### Problem requirements
Scan the records below for the line with "position:relative; width:469px; height:1871px;" and the line with "filter:drop-shadow(0 0 1px". Repeat those two lines and every line between them exactly, and nothing else.

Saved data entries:
------------------------------------

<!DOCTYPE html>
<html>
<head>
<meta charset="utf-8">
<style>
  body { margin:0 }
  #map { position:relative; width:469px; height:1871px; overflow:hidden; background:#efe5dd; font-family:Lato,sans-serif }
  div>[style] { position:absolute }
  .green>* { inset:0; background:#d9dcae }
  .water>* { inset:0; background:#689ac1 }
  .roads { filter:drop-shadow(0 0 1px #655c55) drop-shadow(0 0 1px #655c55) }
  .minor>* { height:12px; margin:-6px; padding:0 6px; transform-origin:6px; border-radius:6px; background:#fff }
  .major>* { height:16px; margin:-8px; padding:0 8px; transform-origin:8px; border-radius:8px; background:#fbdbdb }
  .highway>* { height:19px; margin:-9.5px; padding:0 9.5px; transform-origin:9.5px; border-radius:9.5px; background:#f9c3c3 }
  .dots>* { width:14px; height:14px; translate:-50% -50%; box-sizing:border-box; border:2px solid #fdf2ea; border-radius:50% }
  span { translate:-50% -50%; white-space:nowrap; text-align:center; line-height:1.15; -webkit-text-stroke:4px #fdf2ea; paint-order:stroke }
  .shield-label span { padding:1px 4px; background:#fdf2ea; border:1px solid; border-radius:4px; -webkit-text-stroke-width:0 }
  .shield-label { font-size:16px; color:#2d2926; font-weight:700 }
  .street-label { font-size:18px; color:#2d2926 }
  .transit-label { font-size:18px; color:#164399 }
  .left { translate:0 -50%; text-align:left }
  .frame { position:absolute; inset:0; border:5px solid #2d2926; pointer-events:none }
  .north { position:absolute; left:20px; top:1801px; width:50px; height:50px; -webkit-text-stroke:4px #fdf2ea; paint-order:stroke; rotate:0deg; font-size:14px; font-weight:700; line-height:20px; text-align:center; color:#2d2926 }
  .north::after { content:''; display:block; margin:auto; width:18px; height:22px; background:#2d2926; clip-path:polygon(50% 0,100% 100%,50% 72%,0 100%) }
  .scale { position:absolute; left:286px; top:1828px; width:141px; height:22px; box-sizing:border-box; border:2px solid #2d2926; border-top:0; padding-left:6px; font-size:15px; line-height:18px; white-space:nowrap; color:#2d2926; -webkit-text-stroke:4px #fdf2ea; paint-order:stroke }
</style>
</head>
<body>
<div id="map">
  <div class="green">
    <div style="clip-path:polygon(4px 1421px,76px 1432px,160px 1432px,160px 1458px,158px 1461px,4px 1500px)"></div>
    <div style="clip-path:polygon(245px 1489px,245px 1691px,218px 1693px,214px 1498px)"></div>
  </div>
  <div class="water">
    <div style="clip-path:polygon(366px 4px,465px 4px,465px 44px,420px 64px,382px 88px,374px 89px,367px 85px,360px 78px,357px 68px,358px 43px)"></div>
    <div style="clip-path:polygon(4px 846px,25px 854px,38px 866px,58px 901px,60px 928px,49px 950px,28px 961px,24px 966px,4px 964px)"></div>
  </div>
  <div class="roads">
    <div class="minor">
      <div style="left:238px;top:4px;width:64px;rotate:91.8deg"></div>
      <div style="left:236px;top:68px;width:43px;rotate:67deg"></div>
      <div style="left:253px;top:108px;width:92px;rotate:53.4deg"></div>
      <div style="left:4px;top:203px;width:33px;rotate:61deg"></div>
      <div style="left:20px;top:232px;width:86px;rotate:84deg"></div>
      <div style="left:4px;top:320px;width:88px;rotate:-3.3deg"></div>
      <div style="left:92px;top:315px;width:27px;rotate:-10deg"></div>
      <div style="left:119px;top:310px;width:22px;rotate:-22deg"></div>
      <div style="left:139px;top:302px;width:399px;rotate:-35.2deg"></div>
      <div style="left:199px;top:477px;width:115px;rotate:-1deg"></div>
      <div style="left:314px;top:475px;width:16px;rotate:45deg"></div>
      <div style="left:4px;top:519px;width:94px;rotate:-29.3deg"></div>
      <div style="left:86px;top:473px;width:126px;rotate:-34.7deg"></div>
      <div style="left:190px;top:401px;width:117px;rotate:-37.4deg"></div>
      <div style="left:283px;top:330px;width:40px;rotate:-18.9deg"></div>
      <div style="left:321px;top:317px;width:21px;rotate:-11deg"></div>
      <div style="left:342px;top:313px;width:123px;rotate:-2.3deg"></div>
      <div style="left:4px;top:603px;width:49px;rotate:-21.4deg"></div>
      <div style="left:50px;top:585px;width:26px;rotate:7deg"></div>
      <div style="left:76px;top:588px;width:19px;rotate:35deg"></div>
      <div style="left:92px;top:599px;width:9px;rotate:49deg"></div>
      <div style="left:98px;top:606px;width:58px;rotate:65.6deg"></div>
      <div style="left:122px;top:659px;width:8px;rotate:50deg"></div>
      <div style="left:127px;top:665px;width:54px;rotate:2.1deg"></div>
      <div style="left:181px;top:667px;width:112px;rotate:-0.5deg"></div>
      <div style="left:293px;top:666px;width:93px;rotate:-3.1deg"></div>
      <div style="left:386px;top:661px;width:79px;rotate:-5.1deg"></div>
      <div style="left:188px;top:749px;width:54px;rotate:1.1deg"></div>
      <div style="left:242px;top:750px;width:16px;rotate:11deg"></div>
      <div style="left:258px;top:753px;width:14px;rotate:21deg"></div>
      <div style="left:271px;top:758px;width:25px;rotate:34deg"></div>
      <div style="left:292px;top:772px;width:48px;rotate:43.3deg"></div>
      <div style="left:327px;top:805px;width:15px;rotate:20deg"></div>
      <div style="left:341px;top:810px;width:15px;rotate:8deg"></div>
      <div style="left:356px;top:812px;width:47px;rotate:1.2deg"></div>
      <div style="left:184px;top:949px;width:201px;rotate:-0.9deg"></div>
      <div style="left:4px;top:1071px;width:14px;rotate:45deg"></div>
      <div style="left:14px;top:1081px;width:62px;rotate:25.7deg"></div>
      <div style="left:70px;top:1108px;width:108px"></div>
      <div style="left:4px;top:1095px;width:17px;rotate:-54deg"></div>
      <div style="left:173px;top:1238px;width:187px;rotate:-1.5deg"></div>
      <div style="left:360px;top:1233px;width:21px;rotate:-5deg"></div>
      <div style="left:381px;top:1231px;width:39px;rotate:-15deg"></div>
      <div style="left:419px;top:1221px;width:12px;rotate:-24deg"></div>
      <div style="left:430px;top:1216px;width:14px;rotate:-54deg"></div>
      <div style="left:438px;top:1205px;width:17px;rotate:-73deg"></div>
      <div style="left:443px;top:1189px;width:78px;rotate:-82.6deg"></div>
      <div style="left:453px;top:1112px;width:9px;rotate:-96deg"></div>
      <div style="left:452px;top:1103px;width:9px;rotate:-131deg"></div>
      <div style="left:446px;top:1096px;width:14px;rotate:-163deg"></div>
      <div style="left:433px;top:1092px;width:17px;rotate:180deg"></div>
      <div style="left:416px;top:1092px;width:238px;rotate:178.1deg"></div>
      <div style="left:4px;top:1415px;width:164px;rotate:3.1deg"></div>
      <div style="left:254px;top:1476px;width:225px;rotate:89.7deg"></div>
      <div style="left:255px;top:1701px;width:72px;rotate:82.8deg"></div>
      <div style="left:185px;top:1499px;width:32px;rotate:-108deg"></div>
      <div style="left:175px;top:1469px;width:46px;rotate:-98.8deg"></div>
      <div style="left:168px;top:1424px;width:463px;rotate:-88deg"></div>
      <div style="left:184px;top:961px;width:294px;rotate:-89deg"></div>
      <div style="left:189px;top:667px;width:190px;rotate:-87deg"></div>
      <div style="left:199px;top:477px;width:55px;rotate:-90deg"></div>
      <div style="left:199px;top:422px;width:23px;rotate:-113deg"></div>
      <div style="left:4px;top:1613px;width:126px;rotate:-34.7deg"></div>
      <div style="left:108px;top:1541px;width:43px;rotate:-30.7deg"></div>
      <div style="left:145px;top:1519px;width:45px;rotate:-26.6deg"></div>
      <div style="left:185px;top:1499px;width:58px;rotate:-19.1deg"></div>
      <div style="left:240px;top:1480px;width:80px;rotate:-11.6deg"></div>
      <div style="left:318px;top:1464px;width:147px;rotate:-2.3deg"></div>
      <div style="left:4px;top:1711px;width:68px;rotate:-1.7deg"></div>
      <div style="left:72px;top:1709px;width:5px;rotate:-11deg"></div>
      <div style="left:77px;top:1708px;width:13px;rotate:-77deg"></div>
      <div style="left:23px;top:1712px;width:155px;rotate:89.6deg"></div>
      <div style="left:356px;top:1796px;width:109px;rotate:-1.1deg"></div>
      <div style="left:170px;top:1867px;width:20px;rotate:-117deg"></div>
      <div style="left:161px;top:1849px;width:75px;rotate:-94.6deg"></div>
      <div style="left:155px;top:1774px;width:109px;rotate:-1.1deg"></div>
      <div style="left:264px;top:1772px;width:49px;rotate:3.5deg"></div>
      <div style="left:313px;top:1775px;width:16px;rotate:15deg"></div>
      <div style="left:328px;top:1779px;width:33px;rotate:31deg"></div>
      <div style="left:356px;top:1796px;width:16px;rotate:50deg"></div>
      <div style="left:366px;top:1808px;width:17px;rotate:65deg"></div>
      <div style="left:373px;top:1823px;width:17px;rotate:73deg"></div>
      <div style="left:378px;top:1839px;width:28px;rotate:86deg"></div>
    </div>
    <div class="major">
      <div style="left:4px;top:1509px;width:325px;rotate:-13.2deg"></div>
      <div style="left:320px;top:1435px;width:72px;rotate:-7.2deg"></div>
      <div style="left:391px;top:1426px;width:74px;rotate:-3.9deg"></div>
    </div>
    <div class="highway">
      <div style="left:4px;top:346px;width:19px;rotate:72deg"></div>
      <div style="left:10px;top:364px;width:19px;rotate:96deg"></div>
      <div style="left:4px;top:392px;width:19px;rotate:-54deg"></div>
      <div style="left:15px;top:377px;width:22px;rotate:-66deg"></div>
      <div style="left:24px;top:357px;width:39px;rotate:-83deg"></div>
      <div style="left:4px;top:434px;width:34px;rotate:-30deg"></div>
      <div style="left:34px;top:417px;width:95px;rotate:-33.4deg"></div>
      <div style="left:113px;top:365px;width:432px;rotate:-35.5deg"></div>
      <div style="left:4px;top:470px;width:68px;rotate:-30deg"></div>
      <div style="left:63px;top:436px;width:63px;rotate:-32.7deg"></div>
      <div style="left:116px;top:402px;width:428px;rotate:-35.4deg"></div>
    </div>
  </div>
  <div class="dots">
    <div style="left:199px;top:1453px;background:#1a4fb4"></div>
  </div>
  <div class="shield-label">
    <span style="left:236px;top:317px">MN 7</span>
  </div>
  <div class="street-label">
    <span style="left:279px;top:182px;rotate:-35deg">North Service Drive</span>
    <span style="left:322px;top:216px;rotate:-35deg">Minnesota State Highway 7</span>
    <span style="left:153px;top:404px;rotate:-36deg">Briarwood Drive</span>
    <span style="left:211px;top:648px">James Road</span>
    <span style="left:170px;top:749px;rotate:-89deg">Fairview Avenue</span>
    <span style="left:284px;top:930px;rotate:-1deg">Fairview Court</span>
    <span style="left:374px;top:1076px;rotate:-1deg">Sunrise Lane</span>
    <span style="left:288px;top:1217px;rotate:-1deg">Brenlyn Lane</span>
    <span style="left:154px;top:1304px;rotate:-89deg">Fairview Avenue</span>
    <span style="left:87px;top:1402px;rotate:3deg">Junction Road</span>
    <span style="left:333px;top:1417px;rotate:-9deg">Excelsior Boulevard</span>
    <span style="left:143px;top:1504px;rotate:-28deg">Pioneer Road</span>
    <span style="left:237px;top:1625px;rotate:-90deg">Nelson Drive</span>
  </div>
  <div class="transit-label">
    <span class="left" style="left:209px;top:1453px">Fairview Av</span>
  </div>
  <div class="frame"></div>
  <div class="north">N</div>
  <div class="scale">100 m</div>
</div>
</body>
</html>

------------------------------------

### Result of the exercise
  #map { position:relative; width:469px; height:1871px; overflow:hidden; background:#efe5dd; font-family:Lato,sans-serif }
  div>[style] { position:absolute }
  .green>* { inset:0; background:#d9dcae }
  .water>* { inset:0; background:#689ac1 }
  .roads { filter:drop-shadow(0 0 1px #655c55) drop-shadow(0 0 1px #655c55) }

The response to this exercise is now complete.